__WHAT YOU SHOULD DO__
Keep every line of the data below that has the string "white" and present those lines.

Dataset entries:
* * *

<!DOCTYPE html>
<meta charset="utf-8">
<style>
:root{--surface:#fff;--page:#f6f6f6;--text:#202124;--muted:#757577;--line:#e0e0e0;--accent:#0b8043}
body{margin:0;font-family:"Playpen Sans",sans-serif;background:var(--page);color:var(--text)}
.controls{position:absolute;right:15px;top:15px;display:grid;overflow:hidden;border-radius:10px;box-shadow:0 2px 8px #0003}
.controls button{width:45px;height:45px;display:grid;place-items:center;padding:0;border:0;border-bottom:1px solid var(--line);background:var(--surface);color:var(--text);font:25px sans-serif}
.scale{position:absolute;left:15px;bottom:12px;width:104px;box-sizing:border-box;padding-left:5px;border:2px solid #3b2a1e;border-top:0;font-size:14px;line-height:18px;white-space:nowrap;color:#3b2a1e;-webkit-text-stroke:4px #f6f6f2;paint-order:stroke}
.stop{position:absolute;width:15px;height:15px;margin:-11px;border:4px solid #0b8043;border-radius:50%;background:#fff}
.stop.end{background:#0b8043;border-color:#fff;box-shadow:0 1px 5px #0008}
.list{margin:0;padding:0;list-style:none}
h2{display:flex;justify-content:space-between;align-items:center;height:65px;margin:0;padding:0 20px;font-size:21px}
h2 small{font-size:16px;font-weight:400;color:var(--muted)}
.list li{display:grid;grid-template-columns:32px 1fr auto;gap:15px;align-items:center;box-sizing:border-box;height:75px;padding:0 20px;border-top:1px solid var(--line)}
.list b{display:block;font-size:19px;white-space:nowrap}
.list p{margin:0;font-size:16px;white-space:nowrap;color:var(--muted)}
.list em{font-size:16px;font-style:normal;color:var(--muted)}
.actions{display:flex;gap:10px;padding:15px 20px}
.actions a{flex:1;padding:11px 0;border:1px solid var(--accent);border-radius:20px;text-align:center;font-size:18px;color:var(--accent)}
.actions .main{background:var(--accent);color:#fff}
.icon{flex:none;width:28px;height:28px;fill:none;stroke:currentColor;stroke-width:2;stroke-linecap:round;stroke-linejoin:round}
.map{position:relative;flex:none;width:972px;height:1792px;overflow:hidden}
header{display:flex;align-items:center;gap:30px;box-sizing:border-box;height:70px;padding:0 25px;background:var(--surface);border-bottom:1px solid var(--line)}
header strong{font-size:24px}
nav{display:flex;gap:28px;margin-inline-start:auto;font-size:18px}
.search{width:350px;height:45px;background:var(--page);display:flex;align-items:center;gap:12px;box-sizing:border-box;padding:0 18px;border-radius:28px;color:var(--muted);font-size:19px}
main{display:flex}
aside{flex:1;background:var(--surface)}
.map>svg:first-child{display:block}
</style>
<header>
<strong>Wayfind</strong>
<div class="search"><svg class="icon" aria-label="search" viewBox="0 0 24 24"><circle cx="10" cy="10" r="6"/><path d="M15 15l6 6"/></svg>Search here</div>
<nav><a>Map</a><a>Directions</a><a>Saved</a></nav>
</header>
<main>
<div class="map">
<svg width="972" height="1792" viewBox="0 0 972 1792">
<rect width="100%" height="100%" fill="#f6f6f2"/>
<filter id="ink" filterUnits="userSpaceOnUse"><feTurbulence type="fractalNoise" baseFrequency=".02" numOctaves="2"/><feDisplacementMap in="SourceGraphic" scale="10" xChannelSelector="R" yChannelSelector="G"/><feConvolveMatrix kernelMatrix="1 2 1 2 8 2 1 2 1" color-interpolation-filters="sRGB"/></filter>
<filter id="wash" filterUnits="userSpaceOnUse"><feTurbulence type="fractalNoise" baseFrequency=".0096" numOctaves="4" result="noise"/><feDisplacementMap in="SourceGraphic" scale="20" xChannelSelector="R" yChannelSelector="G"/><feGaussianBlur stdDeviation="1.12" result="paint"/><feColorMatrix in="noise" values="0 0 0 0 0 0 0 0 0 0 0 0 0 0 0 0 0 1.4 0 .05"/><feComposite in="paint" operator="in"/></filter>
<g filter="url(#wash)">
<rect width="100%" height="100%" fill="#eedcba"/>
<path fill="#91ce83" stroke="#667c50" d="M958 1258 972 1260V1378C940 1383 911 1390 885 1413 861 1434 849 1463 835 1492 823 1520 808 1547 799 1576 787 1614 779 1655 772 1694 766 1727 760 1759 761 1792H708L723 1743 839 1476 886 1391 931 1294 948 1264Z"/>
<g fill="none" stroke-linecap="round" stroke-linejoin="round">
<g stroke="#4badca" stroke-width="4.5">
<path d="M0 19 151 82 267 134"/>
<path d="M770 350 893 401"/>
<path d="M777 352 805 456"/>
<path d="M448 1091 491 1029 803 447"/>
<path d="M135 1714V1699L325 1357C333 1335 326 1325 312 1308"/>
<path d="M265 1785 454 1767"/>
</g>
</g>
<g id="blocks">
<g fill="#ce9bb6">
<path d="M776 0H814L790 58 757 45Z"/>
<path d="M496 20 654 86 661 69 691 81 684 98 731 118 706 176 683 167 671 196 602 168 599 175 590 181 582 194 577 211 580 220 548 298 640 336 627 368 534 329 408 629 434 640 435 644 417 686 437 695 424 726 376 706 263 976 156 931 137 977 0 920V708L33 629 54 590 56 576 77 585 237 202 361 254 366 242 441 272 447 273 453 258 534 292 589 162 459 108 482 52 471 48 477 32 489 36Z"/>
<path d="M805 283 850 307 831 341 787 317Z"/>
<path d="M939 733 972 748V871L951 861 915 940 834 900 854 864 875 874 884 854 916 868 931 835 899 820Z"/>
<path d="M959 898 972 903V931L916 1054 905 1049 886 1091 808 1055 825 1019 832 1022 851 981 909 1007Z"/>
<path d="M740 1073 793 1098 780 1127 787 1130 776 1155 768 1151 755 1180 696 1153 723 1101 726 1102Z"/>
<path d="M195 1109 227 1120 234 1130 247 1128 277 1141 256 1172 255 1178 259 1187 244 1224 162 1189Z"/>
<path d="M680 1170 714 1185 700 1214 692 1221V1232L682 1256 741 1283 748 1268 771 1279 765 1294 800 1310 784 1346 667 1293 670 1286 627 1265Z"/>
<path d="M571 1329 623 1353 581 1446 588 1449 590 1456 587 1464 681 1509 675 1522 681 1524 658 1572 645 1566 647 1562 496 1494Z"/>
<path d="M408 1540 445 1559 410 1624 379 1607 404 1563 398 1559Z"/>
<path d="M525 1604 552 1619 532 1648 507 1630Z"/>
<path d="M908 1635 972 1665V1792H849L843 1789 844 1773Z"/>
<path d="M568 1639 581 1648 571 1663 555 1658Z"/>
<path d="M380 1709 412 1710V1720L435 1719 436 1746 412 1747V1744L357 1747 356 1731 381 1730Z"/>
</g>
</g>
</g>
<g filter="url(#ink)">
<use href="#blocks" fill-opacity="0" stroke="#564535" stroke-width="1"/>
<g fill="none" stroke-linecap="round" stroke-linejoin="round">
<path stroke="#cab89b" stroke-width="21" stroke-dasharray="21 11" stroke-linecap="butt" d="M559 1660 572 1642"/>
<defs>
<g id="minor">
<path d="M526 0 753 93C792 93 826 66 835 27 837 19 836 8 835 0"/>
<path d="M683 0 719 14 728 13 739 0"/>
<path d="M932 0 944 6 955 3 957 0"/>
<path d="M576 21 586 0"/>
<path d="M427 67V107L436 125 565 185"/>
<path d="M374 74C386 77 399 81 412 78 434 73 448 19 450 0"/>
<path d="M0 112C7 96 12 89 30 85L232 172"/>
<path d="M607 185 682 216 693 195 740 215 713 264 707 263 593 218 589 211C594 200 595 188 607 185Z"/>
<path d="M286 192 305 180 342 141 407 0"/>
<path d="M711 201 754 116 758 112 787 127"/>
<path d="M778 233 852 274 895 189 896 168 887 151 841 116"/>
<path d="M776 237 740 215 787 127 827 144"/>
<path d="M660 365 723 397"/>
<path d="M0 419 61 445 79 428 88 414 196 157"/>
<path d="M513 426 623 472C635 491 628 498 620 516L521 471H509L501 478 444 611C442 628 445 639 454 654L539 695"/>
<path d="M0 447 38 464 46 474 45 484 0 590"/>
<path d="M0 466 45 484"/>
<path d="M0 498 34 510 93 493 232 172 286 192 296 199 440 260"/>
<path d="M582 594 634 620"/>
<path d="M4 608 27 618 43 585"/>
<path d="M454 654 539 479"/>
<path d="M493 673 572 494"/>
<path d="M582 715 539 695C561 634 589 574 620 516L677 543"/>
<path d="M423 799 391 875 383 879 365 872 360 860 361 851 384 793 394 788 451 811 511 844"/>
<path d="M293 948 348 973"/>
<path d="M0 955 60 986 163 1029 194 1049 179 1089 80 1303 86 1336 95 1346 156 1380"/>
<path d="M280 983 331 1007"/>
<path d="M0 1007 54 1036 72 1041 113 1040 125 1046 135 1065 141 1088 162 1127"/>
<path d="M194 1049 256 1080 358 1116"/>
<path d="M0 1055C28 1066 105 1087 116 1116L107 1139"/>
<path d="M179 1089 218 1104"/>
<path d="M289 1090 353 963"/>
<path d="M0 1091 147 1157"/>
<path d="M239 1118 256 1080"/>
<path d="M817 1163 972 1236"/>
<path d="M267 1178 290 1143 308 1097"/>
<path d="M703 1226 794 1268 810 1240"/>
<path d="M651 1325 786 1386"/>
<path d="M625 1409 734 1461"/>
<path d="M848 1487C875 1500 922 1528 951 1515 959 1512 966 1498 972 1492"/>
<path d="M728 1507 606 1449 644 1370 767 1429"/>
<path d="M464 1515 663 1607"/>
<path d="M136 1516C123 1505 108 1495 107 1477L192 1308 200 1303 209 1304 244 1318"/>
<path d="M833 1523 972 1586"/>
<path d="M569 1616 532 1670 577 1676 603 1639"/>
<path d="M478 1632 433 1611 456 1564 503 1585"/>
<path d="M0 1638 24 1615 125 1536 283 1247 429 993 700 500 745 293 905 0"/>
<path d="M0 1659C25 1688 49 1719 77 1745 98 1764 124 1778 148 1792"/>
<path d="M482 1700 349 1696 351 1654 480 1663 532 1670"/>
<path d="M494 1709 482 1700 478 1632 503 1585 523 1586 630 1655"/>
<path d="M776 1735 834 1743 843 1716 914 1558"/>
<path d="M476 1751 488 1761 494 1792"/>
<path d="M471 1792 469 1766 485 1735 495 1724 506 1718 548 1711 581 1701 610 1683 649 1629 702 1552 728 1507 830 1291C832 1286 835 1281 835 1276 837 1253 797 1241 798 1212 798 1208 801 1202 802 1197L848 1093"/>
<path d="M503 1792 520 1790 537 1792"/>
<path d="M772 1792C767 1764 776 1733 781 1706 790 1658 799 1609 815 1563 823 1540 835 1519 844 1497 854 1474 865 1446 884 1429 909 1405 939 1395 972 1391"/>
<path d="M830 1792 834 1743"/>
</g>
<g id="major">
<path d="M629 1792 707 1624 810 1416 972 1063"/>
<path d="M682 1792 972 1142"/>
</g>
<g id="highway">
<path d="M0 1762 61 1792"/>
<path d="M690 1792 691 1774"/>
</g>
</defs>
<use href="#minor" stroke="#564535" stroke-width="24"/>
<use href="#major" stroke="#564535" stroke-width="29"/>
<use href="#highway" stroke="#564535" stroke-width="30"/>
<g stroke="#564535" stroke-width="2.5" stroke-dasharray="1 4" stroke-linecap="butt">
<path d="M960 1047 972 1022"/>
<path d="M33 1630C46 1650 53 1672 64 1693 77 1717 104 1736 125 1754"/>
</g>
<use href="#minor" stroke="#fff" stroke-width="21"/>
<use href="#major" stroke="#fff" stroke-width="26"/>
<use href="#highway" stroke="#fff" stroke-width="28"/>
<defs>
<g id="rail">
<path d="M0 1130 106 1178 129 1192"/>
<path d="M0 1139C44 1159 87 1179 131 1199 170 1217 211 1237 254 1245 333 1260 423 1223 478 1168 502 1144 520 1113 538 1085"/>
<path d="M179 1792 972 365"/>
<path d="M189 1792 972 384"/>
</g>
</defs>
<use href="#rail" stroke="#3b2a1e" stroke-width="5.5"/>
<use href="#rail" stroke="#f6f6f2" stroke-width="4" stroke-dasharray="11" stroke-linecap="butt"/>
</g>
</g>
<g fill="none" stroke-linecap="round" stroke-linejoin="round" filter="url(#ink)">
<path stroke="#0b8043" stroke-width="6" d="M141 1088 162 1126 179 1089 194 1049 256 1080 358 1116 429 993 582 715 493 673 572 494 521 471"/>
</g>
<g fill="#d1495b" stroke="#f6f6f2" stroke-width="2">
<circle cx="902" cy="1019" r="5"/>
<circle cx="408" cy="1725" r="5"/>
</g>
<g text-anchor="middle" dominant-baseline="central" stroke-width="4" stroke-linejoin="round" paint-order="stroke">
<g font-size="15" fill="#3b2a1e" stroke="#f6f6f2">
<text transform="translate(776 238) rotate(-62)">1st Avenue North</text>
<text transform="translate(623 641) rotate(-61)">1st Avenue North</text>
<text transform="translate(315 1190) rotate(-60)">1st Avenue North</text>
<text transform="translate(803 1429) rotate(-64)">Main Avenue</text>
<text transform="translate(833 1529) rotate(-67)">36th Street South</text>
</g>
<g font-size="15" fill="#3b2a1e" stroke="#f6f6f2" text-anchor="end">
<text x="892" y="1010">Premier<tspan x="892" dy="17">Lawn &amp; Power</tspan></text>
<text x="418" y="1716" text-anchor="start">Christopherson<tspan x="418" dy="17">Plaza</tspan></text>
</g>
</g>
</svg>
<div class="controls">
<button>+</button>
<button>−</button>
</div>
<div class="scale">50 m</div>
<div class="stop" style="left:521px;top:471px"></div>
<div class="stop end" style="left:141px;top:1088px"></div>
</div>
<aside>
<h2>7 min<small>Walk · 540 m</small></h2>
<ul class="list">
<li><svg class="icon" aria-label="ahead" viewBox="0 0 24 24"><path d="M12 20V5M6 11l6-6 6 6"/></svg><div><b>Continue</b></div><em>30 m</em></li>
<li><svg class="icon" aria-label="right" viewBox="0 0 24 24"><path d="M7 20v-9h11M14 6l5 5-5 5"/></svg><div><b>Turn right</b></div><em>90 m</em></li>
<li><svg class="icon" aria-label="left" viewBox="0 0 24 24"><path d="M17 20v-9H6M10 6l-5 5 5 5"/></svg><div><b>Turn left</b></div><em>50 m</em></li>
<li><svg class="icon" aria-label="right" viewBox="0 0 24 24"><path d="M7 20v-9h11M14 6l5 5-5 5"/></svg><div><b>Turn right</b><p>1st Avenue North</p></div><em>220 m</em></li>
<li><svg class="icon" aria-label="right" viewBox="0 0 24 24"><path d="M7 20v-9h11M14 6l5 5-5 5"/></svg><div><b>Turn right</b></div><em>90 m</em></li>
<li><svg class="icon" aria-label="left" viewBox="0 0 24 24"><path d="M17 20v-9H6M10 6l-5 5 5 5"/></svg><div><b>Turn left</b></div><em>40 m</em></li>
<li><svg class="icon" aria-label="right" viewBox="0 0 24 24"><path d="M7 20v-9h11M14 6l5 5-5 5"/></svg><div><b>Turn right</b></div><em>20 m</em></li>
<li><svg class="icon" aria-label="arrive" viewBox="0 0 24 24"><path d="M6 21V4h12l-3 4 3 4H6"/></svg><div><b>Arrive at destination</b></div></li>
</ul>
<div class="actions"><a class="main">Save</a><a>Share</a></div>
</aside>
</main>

* * *

__EXERCISE RESPONSE__
.scale{position:absolute;left:15px;bottom:12px;width:104px;box-sizing:border-box;padding-left:5px;border:2px solid #3b2a1e;border-top:0;font-size:14px;line-height:18px;white-space:nowrap;color:#3b2a1e;-webkit-text-stroke:4px #f6f6f2;paint-order:stroke}
.list b{display:block;font-size:19px;white-space:nowrap}
.list p{margin:0;font-size:16px;white-space:nowrap;color:var(--muted)}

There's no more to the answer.